→ **Task prompt**: Stop after the line that contains "solid #fff;border-radius:50%;background:#1a73e8;box-shadow:0 0"; until then, restate each line of the entries word for word from the very first.
(Supplied data Opens)
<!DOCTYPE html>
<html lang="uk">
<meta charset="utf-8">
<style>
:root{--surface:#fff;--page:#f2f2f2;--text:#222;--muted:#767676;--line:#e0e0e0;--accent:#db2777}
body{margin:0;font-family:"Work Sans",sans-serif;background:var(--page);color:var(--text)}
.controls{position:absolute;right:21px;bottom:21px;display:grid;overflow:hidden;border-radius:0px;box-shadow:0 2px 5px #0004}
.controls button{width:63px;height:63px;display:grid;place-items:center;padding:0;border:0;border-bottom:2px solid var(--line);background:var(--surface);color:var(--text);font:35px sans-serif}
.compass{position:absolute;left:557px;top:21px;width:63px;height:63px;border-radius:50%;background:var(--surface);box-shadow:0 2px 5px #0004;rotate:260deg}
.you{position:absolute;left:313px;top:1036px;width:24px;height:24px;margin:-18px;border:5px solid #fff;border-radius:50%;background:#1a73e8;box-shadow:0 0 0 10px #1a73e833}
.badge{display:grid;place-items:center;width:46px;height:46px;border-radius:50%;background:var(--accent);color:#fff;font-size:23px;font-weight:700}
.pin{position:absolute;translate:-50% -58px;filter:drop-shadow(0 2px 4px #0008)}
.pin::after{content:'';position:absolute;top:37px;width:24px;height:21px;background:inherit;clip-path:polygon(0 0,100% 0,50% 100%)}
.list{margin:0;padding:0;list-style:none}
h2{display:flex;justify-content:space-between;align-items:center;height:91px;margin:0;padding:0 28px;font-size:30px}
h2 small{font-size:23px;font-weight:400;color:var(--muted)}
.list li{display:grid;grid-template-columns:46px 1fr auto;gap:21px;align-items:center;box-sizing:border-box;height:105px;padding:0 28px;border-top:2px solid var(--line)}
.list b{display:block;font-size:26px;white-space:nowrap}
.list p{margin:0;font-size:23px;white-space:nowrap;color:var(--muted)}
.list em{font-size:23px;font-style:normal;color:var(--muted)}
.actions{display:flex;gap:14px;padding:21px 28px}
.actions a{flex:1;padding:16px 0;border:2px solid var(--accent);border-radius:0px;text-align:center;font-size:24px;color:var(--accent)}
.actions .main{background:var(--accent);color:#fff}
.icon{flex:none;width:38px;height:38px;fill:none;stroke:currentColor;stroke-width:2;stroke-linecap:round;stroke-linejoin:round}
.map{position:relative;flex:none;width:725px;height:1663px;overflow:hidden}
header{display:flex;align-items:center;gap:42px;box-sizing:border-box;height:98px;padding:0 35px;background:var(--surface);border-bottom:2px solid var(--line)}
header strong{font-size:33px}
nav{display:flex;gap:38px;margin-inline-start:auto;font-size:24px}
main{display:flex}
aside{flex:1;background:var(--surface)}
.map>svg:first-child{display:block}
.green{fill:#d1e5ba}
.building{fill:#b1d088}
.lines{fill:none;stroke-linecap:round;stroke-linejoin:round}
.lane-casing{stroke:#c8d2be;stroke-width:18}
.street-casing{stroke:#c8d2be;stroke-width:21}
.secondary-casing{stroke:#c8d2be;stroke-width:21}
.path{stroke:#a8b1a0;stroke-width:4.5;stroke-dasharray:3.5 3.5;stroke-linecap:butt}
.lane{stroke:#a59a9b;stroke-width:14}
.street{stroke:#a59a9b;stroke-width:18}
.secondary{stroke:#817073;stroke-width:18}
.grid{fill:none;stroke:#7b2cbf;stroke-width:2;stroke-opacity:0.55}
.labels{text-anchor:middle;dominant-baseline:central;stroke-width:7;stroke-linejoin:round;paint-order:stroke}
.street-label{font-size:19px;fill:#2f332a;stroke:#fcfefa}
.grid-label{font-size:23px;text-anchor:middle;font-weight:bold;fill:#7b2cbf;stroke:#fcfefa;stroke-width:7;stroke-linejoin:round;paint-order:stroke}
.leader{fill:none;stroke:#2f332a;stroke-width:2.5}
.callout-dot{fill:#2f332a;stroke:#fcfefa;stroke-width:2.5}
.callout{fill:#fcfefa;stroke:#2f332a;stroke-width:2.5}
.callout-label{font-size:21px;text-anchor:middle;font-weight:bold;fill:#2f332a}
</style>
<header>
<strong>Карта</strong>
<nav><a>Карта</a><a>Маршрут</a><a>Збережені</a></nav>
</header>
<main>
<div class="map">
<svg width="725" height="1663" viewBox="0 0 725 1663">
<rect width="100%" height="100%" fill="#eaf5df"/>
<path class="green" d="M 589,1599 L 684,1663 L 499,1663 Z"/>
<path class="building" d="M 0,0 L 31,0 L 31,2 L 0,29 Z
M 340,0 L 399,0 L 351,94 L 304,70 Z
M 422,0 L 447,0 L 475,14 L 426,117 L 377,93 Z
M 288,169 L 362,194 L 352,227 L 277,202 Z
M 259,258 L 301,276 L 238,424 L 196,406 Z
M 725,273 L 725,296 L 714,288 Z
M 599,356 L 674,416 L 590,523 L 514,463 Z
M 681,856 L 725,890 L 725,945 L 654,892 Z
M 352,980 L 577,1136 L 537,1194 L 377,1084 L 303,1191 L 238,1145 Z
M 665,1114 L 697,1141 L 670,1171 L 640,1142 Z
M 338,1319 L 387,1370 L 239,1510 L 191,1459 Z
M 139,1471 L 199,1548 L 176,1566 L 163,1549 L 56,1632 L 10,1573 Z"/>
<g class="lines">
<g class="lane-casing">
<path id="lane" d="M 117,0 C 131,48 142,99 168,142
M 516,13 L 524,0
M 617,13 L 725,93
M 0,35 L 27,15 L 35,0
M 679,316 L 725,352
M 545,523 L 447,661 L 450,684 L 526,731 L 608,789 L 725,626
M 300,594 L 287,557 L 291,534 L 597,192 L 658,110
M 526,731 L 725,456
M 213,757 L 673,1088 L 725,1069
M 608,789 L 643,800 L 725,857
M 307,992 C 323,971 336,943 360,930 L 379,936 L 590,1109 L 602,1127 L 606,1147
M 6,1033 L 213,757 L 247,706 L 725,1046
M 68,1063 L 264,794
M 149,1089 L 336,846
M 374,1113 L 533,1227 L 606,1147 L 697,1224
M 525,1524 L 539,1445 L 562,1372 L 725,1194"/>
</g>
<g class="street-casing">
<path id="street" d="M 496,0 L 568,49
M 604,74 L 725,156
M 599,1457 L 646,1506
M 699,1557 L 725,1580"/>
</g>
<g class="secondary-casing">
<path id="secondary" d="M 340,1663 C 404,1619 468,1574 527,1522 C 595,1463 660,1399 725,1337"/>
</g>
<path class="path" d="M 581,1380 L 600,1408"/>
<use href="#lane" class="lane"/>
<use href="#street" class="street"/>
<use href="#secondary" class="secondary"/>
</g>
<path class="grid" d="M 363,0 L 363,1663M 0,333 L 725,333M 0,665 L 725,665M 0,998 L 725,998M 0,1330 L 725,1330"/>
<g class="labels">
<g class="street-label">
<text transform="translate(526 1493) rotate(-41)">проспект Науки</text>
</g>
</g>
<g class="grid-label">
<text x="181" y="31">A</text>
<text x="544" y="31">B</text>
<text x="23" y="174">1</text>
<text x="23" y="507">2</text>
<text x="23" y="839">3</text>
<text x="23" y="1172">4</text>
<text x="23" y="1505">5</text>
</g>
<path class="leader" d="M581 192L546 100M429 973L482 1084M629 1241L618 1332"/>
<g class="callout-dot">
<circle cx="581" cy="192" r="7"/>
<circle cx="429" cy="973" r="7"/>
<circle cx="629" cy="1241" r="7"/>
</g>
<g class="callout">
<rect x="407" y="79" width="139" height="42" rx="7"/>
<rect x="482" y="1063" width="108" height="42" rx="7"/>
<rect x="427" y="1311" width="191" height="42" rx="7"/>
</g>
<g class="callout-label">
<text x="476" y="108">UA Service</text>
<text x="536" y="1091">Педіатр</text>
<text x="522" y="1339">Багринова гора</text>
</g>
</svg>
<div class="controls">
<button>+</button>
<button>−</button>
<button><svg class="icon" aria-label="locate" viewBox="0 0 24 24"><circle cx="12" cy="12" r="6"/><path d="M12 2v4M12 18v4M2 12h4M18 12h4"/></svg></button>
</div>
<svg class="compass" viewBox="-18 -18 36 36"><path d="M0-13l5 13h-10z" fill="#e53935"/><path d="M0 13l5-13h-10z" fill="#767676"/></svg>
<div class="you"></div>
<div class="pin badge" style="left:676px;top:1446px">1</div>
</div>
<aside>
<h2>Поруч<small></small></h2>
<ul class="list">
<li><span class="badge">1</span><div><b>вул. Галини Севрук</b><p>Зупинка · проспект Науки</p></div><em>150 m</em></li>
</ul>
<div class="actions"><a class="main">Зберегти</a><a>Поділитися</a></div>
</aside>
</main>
(Supplied data Closes)
→ **Result of the task**:
<!DOCTYPE html>
<html lang="uk">
<meta charset="utf-8">
<style>
:root{--surface:#fff;--page:#f2f2f2;--text:#222;--muted:#767676;--line:#e0e0e0;--accent:#db2777}
body{margin:0;font-family:"Work Sans",sans-serif;background:var(--page);color:var(--text)}
.controls{position:absolute;right:21px;bottom:21px;display:grid;overflow:hidden;border-radius:0px;box-shadow:0 2px 5px #0004}
.controls button{width:63px;height:63px;display:grid;place-items:center;padding:0;border:0;border-bottom:2px solid var(--line);background:var(--surface);color:var(--text);font:35px sans-serif}
.compass{position:absolute;left:557px;top:21px;width:63px;height:63px;border-radius:50%;background:var(--surface);box-shadow:0 2px 5px #0004;rotate:260deg}
.you{position:absolute;left:313px;top:1036px;width:24px;height:24px;margin:-18px;border:5px solid #fff;border-radius:50%;background:#1a73e8;box-shadow:0 0 0 10px #1a73e833}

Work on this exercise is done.